Insight Dialogue is a way of bringing the tranquility and insight attained in meditation directly into your interactions with other people. It’s a practice that involves interacting with a partner in a retreat setting or on your own, as a way of accessing a profound kind of insight. Then, you take that insight on into the grind of everyday human interactions. Gregory Kramer has been teaching the practice (which he originated) for more than a decade in retreats around the world. It’s something strikingly new in the world of Buddhist practice—yet it’s completely grounded in traditional Buddhist teaching.

Kramer begins with a detailed presentation of the central Buddhist teaching of the Four Noble Truths seen through an interpersonal lens. Because dukkha (suffering or unsatisfactoriness) is often most forcefully felt in our relations with others, interpersonal relationships are a wonderfully useful place to practice. He breaks the Noble Truths down into component parts to observe how they manifest particularly in relationship to others, using examples from his own life and practice, as well as from his students’. He then goes on to present the practice as it’s taught in his workshops and retreats. There are a few basic steps to the practice, deceptively simple to describe: (1) pause, (2) relax, (3) open, (4) trust emergence, (5) listen deeply, and (6) speak the truth.

The sequence begins following a period of meditation, and includes periods of speaking, listening, and mutual silence. Kramer includes numerous examples of people’s experience with the practice from his retreats, and shows how the insight gained from the techniques can be brought into real life. More than just testimonials for how well the practice "works," the personal stories demonstrate the problems that arise, the different routes the practice can follow, and the sometimes surprising insights that are gained.

Product Details

ISBN-13: 9780834824447
Publisher: Shambhala
Publication date: 09/11/2007
Sold by: Penguin Random House Publisher Services
Format: eBook
Pages: 272
Sales rank: 830,805
File size: 508 KB

About the Author

Gregory Kramer, cofounder and president of the Metta Foundation in Portland, Oregon, has been teaching Insight Meditation since 1980. He developed the practice of Insight Dialogue and has been teaching it since 1995, offering retreats in North America, Asia, Europe, and Australia.

Read an Excerpt


From Chapter 1: On the Path Together

The whole of our path of awakening, including the profound contributions of meditation, can be fully integrated with our lives with others. A great deal of our suffering in life is in relationship to other people. We cannot reasonably expect individualistic philosophies and solitary practices to directly address the pain and confusion that arise between two people or in society at large. Nor can we expect solo endeavors to yield a direct path to the rewards of relational ease and insight. What is required is a fundamentally interpersonal understanding of the path and a meditation practice explicitly evolved to take place in relationship with others. This book is about such an understanding and such a path.

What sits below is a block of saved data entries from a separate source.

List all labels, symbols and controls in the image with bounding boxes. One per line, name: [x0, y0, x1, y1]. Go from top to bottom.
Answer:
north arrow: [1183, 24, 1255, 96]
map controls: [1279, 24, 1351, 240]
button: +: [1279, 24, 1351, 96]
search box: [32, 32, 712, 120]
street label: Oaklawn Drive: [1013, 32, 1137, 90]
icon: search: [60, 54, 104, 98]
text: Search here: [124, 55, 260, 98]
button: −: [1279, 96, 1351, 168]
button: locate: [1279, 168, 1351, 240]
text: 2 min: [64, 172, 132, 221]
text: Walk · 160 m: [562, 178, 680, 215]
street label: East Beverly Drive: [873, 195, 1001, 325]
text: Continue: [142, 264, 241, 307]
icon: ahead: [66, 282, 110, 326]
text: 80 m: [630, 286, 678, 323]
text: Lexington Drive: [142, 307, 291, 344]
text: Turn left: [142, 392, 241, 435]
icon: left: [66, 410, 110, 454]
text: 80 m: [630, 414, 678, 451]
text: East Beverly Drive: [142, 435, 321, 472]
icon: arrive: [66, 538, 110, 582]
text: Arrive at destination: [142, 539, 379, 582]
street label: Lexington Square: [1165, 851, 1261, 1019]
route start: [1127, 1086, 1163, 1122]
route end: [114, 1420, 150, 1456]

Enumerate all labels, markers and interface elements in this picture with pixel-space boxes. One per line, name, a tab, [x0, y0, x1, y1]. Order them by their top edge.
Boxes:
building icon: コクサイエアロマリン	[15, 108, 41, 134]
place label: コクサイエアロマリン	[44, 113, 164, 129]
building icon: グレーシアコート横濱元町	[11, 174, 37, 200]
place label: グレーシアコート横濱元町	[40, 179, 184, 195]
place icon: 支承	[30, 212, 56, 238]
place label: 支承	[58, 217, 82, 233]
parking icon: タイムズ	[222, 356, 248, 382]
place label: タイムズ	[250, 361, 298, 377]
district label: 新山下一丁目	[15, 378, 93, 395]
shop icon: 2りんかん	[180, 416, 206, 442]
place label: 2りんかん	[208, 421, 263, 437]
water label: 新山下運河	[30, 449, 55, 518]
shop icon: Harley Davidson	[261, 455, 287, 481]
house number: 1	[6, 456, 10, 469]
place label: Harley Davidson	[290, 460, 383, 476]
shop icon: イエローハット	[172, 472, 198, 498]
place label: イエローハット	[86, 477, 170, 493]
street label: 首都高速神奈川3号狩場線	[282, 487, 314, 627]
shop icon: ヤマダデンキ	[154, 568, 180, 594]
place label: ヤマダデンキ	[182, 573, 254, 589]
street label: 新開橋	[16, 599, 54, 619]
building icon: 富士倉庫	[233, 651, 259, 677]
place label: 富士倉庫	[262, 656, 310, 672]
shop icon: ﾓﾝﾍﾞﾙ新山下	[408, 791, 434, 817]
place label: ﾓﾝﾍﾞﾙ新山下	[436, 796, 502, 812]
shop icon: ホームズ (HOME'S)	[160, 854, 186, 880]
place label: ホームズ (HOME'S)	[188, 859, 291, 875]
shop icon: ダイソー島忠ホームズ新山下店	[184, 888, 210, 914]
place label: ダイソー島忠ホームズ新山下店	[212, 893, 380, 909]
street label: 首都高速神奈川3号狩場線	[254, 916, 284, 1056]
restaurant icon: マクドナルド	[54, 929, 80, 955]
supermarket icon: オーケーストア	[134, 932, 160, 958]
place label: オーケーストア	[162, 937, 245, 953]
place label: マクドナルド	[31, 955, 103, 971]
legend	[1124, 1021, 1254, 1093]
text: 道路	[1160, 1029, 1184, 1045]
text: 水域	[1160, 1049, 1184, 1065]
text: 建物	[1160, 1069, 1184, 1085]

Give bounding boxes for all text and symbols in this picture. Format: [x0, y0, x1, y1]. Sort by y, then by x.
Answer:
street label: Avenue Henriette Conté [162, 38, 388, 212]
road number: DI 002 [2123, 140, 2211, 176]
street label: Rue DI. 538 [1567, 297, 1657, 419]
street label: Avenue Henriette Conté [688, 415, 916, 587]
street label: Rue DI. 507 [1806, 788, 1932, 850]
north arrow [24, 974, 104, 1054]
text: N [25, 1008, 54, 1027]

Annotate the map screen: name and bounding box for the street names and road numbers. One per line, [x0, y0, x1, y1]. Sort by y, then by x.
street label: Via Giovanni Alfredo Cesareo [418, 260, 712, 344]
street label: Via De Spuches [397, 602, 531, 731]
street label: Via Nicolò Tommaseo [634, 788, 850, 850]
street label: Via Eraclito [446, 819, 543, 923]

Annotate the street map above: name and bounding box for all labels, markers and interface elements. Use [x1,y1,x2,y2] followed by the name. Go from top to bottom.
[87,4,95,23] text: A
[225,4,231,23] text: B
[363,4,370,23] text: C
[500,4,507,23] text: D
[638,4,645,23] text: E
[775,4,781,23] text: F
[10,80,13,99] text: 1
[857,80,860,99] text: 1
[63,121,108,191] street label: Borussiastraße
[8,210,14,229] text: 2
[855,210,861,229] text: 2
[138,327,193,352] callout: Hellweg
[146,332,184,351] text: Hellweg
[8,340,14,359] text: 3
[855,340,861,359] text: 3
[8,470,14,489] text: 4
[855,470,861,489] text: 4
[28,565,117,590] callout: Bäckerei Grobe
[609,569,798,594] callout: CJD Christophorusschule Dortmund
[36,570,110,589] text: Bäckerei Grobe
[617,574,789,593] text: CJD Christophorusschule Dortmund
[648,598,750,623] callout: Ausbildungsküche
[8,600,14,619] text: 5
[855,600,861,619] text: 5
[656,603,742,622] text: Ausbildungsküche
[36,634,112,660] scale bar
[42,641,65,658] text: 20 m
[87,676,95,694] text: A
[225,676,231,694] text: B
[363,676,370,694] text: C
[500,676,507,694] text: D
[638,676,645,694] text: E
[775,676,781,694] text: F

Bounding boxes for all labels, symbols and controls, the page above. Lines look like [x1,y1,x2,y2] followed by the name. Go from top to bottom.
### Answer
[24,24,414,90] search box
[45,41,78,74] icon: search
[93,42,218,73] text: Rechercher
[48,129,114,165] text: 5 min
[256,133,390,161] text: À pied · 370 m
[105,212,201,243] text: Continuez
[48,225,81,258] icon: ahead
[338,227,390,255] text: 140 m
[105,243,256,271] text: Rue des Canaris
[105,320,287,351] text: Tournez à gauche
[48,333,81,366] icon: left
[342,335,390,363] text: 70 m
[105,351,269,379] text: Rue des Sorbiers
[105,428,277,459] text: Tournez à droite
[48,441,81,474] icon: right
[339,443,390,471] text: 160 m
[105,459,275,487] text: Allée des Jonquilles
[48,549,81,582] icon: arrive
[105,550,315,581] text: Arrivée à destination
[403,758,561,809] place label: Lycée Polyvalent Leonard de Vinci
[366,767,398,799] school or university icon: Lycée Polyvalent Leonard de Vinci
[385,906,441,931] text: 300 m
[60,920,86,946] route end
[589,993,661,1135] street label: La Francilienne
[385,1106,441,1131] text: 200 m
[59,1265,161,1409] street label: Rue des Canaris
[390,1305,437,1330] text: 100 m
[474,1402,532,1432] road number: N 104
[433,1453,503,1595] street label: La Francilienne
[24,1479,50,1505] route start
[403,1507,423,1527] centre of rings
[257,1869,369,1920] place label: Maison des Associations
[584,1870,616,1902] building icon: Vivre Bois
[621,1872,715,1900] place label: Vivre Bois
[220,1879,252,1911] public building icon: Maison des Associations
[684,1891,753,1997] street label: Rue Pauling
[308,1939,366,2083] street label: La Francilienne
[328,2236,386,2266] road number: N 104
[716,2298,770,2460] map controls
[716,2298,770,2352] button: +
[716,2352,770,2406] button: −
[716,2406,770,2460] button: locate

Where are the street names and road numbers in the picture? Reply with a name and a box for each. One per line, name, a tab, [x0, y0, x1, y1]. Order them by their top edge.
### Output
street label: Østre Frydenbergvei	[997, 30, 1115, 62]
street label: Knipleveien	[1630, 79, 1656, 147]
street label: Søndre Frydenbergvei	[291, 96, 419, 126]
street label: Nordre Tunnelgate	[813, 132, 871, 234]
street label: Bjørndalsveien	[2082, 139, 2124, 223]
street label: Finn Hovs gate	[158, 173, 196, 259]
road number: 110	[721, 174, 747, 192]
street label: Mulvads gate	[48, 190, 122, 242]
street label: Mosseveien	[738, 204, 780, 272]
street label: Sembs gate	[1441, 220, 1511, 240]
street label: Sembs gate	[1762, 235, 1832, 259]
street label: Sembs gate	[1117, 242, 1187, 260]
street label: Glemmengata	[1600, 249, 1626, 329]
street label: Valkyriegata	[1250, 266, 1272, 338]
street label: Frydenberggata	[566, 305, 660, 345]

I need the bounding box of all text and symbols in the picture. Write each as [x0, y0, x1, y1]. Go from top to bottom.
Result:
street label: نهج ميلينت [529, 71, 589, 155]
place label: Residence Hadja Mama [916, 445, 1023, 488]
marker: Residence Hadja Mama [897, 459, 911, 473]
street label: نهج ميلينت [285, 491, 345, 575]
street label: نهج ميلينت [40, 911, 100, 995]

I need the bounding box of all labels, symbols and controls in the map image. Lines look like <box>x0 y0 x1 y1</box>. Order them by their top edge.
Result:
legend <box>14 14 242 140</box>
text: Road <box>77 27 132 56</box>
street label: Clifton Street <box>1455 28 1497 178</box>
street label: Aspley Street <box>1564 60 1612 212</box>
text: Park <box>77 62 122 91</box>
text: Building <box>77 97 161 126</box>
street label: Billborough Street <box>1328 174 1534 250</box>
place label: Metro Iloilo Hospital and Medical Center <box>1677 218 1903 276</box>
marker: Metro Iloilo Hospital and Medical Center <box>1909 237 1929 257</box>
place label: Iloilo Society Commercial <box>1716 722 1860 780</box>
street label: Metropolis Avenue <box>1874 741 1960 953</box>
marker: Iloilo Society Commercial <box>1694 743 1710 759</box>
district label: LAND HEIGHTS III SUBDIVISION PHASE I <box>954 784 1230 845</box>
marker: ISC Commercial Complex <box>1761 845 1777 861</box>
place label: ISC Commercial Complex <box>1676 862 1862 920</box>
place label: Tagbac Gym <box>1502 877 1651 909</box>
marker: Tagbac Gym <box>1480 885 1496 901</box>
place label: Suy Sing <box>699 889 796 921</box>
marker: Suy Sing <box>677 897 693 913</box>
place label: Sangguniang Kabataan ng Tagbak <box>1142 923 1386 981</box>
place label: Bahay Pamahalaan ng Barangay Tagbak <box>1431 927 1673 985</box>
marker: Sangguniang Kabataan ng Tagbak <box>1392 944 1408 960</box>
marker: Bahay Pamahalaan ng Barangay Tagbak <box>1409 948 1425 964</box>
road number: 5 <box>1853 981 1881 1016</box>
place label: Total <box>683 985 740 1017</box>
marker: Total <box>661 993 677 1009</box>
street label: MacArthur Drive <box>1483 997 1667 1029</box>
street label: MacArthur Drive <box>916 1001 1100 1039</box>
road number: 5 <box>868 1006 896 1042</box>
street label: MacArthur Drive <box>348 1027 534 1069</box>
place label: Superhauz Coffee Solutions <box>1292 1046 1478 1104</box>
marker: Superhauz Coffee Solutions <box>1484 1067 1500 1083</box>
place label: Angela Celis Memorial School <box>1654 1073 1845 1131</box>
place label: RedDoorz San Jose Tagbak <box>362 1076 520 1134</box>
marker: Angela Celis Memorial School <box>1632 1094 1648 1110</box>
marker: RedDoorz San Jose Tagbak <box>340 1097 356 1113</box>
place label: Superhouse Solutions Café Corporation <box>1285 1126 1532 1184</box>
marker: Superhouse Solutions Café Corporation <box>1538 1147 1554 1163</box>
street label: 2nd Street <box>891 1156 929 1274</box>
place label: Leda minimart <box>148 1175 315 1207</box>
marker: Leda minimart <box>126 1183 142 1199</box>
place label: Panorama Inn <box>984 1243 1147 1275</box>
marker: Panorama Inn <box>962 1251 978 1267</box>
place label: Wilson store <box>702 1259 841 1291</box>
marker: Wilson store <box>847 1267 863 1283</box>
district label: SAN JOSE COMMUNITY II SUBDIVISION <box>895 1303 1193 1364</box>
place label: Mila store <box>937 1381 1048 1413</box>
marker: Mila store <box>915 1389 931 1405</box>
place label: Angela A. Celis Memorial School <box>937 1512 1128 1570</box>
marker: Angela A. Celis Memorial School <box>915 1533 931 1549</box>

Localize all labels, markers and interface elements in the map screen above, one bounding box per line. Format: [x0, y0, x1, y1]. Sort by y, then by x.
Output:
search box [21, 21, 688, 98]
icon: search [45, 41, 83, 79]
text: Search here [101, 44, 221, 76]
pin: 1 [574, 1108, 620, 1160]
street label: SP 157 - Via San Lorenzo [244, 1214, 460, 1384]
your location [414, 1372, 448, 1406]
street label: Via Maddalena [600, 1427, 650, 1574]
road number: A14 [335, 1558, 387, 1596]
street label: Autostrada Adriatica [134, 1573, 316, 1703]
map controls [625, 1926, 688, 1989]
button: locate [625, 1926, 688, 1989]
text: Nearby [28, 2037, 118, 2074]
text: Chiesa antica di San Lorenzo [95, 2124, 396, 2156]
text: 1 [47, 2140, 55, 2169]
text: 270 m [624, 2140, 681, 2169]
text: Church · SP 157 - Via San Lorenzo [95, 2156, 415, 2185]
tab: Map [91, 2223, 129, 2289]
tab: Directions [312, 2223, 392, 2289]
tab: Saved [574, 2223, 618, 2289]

We meditate alone but live our lives with other people; a gap is inevitable. If our path is to lead to less suffering, and much of our suffering is with other people, then perhaps we need to reexamine our sole commitment to these individual practices. Meditating alone reinforces an unreflected assumption: that the deep work of awakening is a private affair. From this assumption we build a sense of the path—its overall direction and its particulars—that favors solitary and internal endeavor. Meditating individually, we lack any practice that explicitly addresses the interpersonal realm. We may sense vaguely that something is awry but cannot see what is missing. We are not clear that the personal and interpersonal paths are profoundly connected, nor do we know how easily and even elegantly they can be interwoven. A wider vision is available to us. It is so simple.

All meditation helps us calm down, become more aware of what is going on within us, and meet difficulties with honesty and acceptance. Meditation involves both an explicit practice of tranquillity and reflection and a lifestyle of mindfulness and care.

When we meditate alone, we might be quiet for a few minutes or a few days, possibly attending to the breath or to some quality of the heart. We calm down; the mind clears and becomes still. In the stillness of individual meditation we perceive the suffering associated with our relationship to ourselves. We notice how easily we become lost in automatic thoughts and emotions. We notice bodily suffering, personal grasping and fear, and confusion. Against the backdrop of simple awareness, our longings and fears—our struggles to attain pleasure and to avoid pain—become starkly visible. Seeing the stress involved in satisfying our desires, we glimpse how we habitually fabricate many of our problems, and begin to release these habits. As individual practice deepens, it may yield true ease. We get a taste of freedom. But whether we practice meditation in seclusion or independently alongside other meditators at a meditation group or retreat, individual meditation approaches the confusion and pain of our relational lives only indirectly.

When we meditate together, as in Insight Dialogue, the same process unfolds—with two significant differences. Interpersonal meditation reveals the suffering associated with our relational lives, and in society as a whole, much more directly. It is exceptionally effective at revealing desires and fears about being seen, the dynamics of loneliness, and the powerful but hidden processes by which we construct a self-image. Interpersonal meditation also provides us with a more direct way to unbind the knots behind this relational suffering and confusion. Its dynamics are similar to those of traditional, personal meditation: we gradually cultivate mindfulness and tranquillity; these qualities allow us to apprehend the moment-tomoment nature of experience; what we then realize, frees us. But because interpersonal meditation works with the moment-to-moment experience of interacting with another, it brings the liberating dynamic of meditation into our interpersonal lives. From there it migrates to society as a whole.

In Insight Dialogue—whether on retreat or in a weekly group—a simple practice unfolds: after a period of silent sitting meditation, people are invited into pairs or larger groups to reflect together on a topic such as change, death, or doubt. Some basic instructions are offered about pausing to be mindful and relaxing in the face of reactivity. In Insight Dialogue, meditators encounter more stimulation to react or cling to than they would in silent practice. Along with this challenge, they discover the unique gift of mutual support for seeing things as they actually are. Because the guidelines, the practice, and the insights all address the dynamics of relating with other human beings, they follow us into our everyday lives easily and naturally. We spontaneously remember to relax in interaction with a coworker or notice how we are positioning ourselves in a conversation or see our own clinging with clarity and compassion. We also learn to recognize the spark of clear awareness present behind the clamor of human encounter. Each moment of human interaction becomes part of the path to awakening.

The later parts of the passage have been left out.